Ògún tinha péssimas experiências amorosas, o que o levou a ser um marido abusivo. E por isso, ele era sozinho, muitas lendas sugerem inclusive que sanava a solidão bebendo. Mas também foi um grande rei e patriarca, motivo pelo qual ele é louvado até hoje, na África, por aqueles que são seus descendentes diretos.

Ele criou as primeiras estradas do mundo, para guiar as pessoas. Mas as lendas também transparecem alguém que lidava mal com emoções negativas, e as sanava de maneira pior, o que causava-lhe mais danos. Ògún era de poucos amigos, e de menos amores ainda.

Ele foi rei, e conquistou muitas terras, mas por falta de controle, feriu o próprio povo, e os próprios netos. Nenhum pai, nem avô, deveria ter feito isso, e o próprio Ògún se puniu por isso, deixando de viver na terra. Por determinação do próprio Ògún, seu alto-sacerdote, na África, possui uma “ordem de restrição” iniciática em relação à família real de Ifé, para evitar outro acidente do tipo.

Ògún é extremamente másculo e viril, e com sua história, deixa aos homens de todo mundo e de todas as gerações um exemplo do que ser: um bom líder, criativo, inventivo, respeitoso, corajoso, não conformado com situações desagradáveis. Mas ele também deixa um claro exemplo de quais são os maiores pecados da masculinidade tóxica: violência excessiva, inconsequência, arrogância, vício, comportamento e índole abusiva. E mais do que isso, ele deixa claro que nem os deuses podem escapar das consequências disso, quanto mais os homens comuns.

Ògún ensina a ser sim, comedido, justo, controlado e calmo, ao mostrar justamente o que acontece quando não se é. É como pai que diz “olha, não faz isso, eu fiz e olha no que deu”. É um veterano, que vem ensinar à população masculina como ser venerável e ser alguém lembrado há mais de dois mil anos, e como fazer sempre para que sua fama seja a melhor possível.

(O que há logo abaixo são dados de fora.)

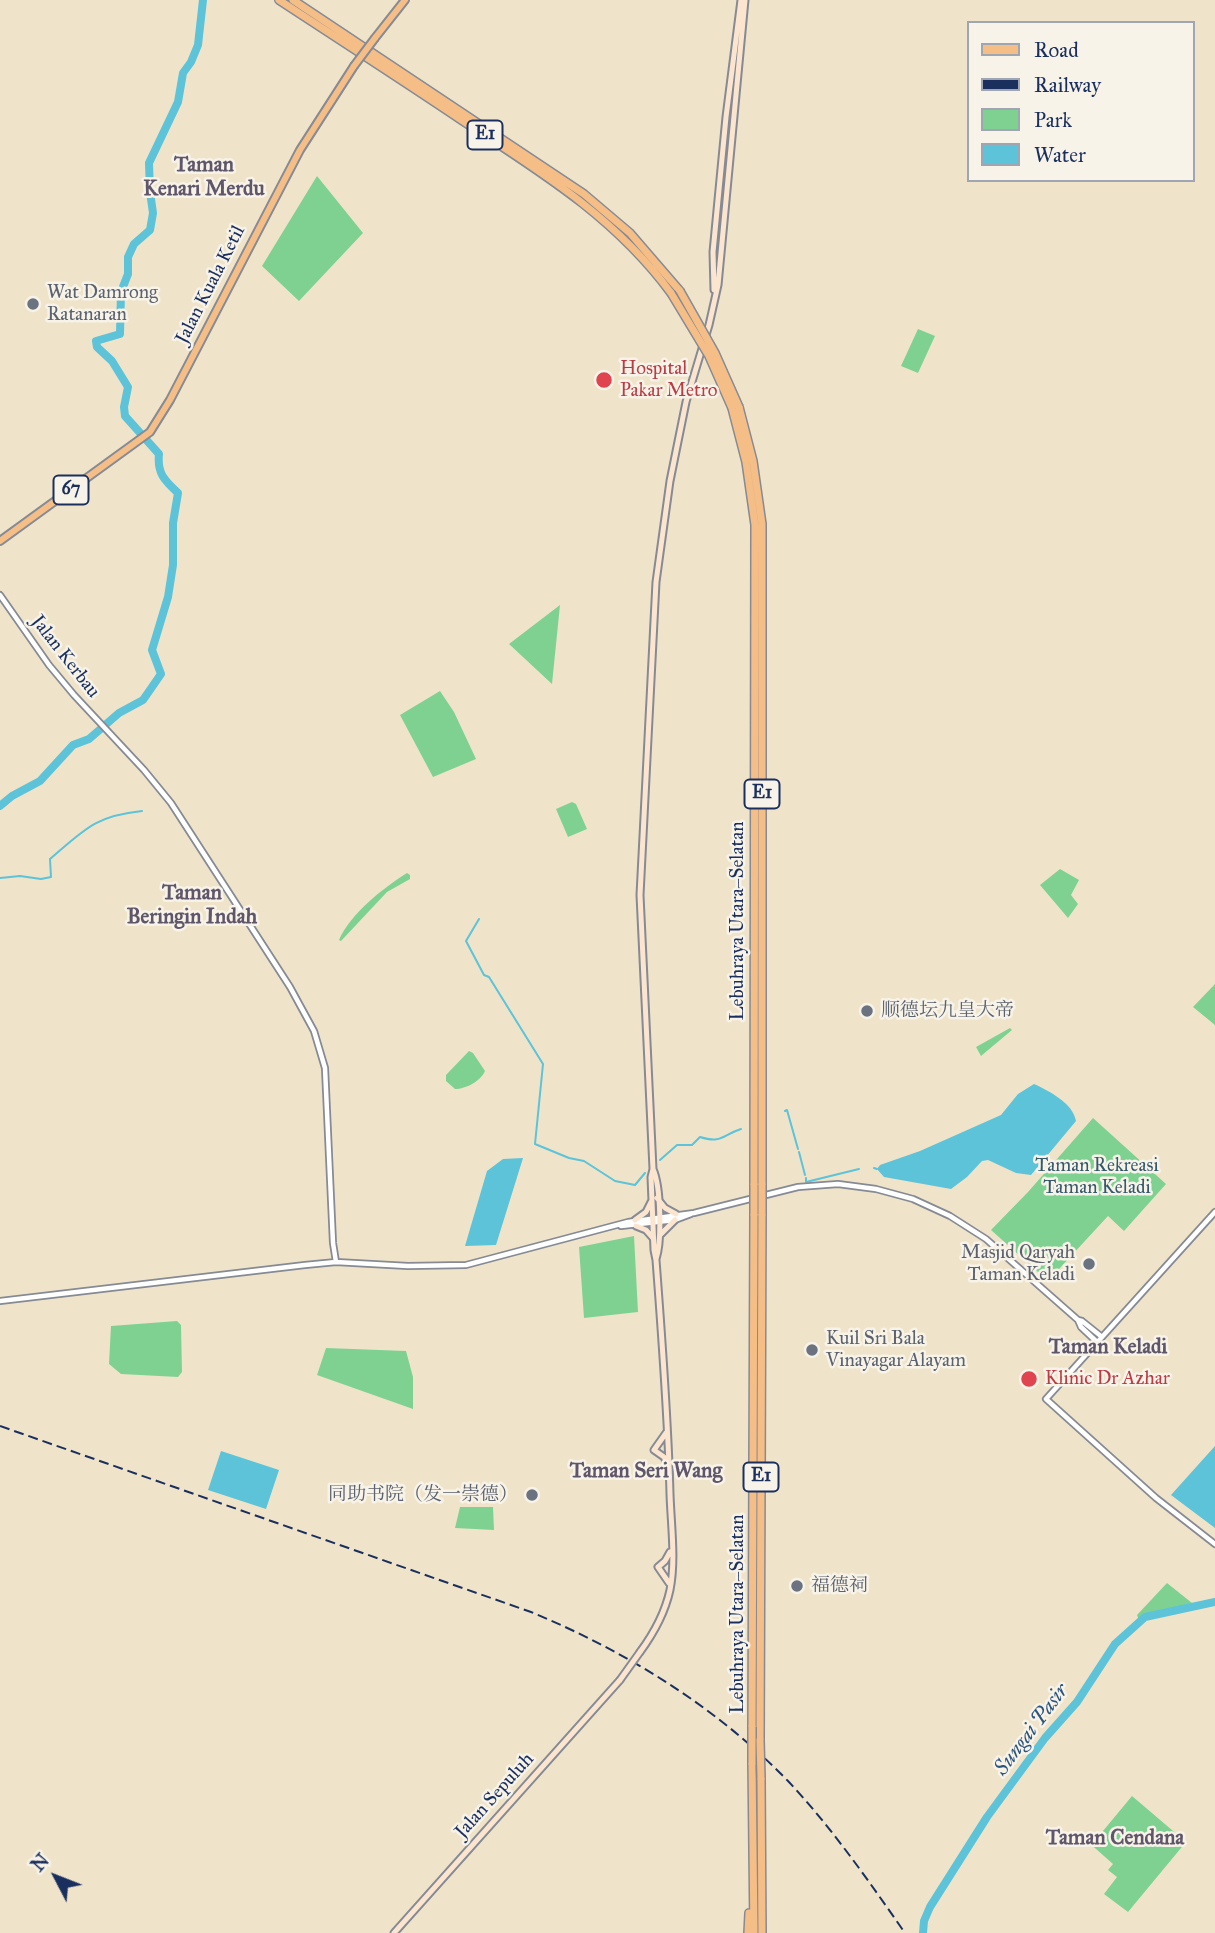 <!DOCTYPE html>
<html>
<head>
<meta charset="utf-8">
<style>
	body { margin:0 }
	#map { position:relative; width:1215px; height:1933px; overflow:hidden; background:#efe4c9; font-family:"IM FELL Great Primer",serif }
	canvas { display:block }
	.legend { position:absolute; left:967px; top:21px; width:228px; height:161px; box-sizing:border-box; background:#f7f3e8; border:2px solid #9fa5b1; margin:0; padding:9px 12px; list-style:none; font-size:21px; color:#1b2f5e }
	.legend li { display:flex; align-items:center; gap:14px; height:35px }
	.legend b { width:35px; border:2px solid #9fa5b1 }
	.north { position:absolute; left:21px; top:1842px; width:70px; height:70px; -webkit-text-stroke:5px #f7f3e8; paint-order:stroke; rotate:312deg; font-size:19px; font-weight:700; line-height:28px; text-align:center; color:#1b2f5e }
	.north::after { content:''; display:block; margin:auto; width:24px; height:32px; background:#1b2f5e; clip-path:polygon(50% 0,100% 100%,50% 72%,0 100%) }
</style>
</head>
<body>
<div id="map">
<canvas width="1215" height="1933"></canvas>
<ul class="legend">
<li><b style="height:9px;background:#f6be87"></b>Road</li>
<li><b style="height:9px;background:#1b2f5e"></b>Railway</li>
<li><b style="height:19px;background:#7fd192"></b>Park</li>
<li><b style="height:19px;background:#5cc3d9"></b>Water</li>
</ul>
<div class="north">N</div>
</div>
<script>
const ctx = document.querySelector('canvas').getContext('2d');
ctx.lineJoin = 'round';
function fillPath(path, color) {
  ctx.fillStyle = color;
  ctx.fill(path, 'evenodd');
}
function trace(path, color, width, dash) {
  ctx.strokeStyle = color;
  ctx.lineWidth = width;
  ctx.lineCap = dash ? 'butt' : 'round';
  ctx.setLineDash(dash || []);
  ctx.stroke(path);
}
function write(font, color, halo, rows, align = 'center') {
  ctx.font = font + ' "IM FELL Great Primer","Noto Serif SC",serif';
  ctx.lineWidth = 5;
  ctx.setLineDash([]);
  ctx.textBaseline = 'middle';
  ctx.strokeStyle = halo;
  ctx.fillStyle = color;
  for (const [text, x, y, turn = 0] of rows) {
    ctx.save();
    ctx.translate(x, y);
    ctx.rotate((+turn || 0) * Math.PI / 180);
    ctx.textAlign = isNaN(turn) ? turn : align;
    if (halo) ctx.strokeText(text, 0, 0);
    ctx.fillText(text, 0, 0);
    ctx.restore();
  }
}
fillPath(new Path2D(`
	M317,176L363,233L299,301L262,266Z
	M918,329L935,336L918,373L901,366Z
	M560,605L552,684L509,644Z
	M440,691L454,712L476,759L433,777L400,715Z
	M572,802L576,804L587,829L568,837L556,809Z
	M1060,869L1079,880L1071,895L1078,904L1068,918L1040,885Z
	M407,873L410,875V879L387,892L341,941L339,940C351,913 382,889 407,873Z
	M1215,984V1025L1193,1007Z
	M1010,1028L1012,1030L981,1056L976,1047Z
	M469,1051L473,1053L485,1071C481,1081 466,1089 455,1089L446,1081V1075Z
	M1093,1118L1166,1184L1124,1231L1108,1216L1048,1281L991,1230L1028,1192Z
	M634,1236L638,1312L584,1318L579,1247Z
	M177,1321L181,1325L182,1372L178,1377L121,1374L109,1364L111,1326Z
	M326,1348L406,1351L413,1377V1409L317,1375Z
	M460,1507H493L494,1530L455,1528Z
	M1167,1583L1192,1603L1145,1616L1139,1621L1137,1615Z
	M1132,1796L1186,1842L1128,1912L1104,1894L1117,1877L1108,1870L1113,1864L1087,1841L1098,1837Z`), '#7fd192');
fillPath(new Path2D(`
	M1034,1084C1049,1091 1073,1103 1076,1121L1031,1175L1016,1173L988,1160L982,1161L967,1177L951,1189L884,1177L877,1169L880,1165L920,1151L1001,1115L1018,1094Z
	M523,1158L496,1245L465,1246L487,1171L503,1159Z
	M1215,1446V1528L1171,1495Z
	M221,1451L279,1470L266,1509L208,1490Z`), '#5cc3d9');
trace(new Path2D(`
	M0,878L20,876L41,879L51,877L50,859C85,829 95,816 142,811
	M479,919L466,941L484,975L489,977L543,1064L535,1144L569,1158L584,1161L615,1181L635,1185L645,1173
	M785,1111L787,1110L798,1149
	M799,1152L805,1175
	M660,1160L677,1145H692L700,1137C722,1144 722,1135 741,1129
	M874,1168L877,1169
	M806,1178V1182L859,1169`), '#5cc3d9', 2);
trace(new Path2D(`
	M0,806L12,796L40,781L73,745L89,739L119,713L143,700L161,674L152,650L168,597L173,565V523L178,493C164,480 157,473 159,454L125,416L124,407L128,387L112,361L97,347L96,341L120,334L121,292L128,274V257L134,244L150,230L153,213L150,192L149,163L178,102L183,73L191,62L198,45L203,0
	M923,1933L924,1921L930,1907L987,1817L1045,1738L1077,1702L1115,1644L1145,1617L1215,1602`), '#5cc3d9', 8);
const tertiary = new Path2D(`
	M0,595L49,665L74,695L144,770L171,803L290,987L314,1031L325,1068L333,1243L336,1262
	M1215,1212L1046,1399L1156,1498L1215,1544
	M621,1226L675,1220L691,1214
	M0,1301L305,1265L336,1262L408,1266L466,1265L628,1222L694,1213L798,1187L838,1184L876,1189L913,1199L950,1216L986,1239L1078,1320L1082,1321L1102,1337
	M1078,1320L1081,1327L1097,1342`);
const secondary = new Path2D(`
	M714,290L713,252L726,117L741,0
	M653,1169C661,1187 662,1241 656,1259
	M657,1198L665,1208L676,1214
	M635,1220L646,1212L651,1202
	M636,1226L646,1230L653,1238
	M660,1235L675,1220
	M666,1433L654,1450L664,1457L668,1465
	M669,1583L658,1567L665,1561L670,1552
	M640,1652C654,1633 665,1613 670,1590C676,1560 671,1525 670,1494C668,1416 662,1338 656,1260L654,1250L651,1177L653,1169L640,895L656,582L670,481L686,402L709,325L718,285L745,0
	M394,1933L620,1680`);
const primary = new Path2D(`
	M375,38L405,0
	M0,541L150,432L170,400L300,150L354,66`);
const motorway = new Path2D(`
	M279,0C340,40 402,80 463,121C541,172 615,217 671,293
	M293,0L584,194L630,233L680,291
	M739,407L753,461L762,524V1185
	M732,408L746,462L755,525L754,1185
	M752,1727L754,1214
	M760,1740L762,1214
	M752,1763L754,1933
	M761,1778L762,1933
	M748,1933L749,1913`);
trace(tertiary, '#858a94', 8);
trace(secondary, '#858a94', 9);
trace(primary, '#858a94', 10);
trace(motorway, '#858a94', 10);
trace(tertiary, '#fff', 4.5);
trace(secondary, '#fbe5cf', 5);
trace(primary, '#f6be87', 6);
trace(motorway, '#f6be87', 7);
trace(new Path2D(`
	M0,1426L531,1612C627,1652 715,1706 788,1781C832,1828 868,1880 905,1933`), '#1b2f5e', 2, [10, 5]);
const secondaryBridge = new Path2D(`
	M620,1680L640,1652`);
const primaryBridge = new Path2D(`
	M354,66L375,38`);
const motorwayBridge = new Path2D(`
	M680,291L715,353L739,407
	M671,293L709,356L732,408
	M754,1214V1185
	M762,1214V1185
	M760,1740L761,1778
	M752,1763V1727`);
trace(secondaryBridge, '#858a94', 9, []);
trace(primaryBridge, '#858a94', 10, []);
trace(motorwayBridge, '#858a94', 10, []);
trace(secondaryBridge, '#fbe5cf', 5);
trace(primaryBridge, '#f6be87', 6);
trace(motorwayBridge, '#f6be87', 7);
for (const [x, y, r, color] of [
	[33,304,7,"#6b7280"],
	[604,380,9,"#e0444e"],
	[867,1011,7,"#6b7280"],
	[1089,1264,7,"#6b7280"],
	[812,1350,7,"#6b7280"],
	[1029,1379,9,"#e0444e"],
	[532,1495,7,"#6b7280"],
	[797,1586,7,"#6b7280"]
]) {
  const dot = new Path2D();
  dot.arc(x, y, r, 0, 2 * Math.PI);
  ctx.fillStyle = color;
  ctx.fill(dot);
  trace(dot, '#f7f3e8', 2.5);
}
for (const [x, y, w] of [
	[485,135,35],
	[71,490,35],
	[762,794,35],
	[761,1477,35]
]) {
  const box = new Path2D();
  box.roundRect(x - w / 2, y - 14.5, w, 29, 5);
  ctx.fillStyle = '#f7f3e8';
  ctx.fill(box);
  trace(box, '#1b2f5e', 2);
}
write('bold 18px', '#1b2f5e', null, [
	["E1",485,135],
	["67",71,490],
	["E1",762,794],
	["E1",761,1477]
]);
write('19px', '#1b2f5e', '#f7f3e8', [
	["Jalan Kuala Ketil",211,285,-63],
	["Jalan Kerbau",65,657,52],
	["Lebuhraya Utara–Selatan",738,921,-90],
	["Lebuhraya Utara–Selatan",738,1614,-90],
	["Jalan Sepuluh",495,1796,-48]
]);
write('19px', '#5b616d', '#f7f3e8', [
	["Wat Damrong",47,293],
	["Ratanaran",47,315],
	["顺德坛九皇大帝",881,1011],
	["Masjid Qaryah",1075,1253,"right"],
	["Taman Keladi",1075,1275,"right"],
	["Kuil Sri Bala",826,1339],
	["Vinayagar Alayam",826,1361],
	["同助书院（发一崇德）",518,1495,"right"],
	["福德祠",811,1586]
], 'left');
write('19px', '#be3a42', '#f7f3e8', [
	["Hospital",620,369],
	["Pakar Metro",620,391],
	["Klinic Dr Azhar",1045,1379]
], 'left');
write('19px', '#34586b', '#f7f3e8', [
	["Taman Rekreasi",1097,1166],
	["Taman Keladi",1097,1188]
]);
write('bold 21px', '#5f566a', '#f7f3e8', [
	["Taman",204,166],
	["Kenari Merdu",204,190],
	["Taman",192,894],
	["Beringin Indah",192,918],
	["Taman Keladi",1108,1348],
	["Taman Seri Wang",646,1472],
	["Taman Cendana",1115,1839]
]);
write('italic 21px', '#2b547d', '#f7f3e8', [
	["Sungai Pasir",1032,1730,-53]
]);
</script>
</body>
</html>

Ògún traz a civilidade e o avanço como algo sagrado, mas não só o tecnológico, como o social. Ele traz a ideia de que a civilização humana precisa caminhar para o melhor de si, ou vai acontecer uma imensa carnificina, ou pior. E isso principalmente aos homens, já que Ele é um modelo de masculinidade, e é um deus de culto proeminentemente voltado à figura masculina. Em tempos como esses que vivemos, é bom lembrar da história de Ògún.

Ògún Ye, Ògún De, à gbí gá(Ògún vive, Ògún chegou, nós por isso estamos felizes)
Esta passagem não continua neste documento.